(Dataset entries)
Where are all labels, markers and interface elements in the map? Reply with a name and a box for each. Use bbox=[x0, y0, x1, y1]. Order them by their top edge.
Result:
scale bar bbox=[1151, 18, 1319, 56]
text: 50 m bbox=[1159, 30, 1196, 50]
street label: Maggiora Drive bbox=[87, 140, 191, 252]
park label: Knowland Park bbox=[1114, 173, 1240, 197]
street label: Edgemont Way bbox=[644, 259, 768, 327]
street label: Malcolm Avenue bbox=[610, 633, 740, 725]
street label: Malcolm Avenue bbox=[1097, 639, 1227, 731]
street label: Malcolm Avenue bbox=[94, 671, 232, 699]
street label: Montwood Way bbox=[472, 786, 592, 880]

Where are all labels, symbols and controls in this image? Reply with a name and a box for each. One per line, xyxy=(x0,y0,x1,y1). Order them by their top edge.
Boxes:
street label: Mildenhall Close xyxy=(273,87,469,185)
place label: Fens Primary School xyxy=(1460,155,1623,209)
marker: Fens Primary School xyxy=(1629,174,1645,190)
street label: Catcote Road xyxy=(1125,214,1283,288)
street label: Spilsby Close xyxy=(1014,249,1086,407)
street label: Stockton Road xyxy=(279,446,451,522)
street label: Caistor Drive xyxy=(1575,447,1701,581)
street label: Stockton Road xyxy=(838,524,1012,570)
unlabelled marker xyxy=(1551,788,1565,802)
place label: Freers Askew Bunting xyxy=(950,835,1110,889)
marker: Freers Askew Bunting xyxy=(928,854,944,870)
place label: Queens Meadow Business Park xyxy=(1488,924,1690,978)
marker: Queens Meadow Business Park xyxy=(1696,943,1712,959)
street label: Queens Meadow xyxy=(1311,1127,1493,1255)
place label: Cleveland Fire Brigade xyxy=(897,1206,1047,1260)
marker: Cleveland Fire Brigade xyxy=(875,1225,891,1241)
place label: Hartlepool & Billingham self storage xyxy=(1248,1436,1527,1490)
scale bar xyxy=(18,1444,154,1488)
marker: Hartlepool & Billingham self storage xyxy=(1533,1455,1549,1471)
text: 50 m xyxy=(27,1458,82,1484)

## What you should do
Check every line above for the string "each", and copy the ones that have it.

## Written response
Where are all labels, markers and interface elements in the map? Reply with a name and a box for each. Use bbox=[x0, y0, x1, y1]. Order them by their top edge.
Where are all labels, symbols and controls in this image? Reply with a name and a box for each. One per line, xyxy=(x0,y0,x1,y1). Order them by their top edge.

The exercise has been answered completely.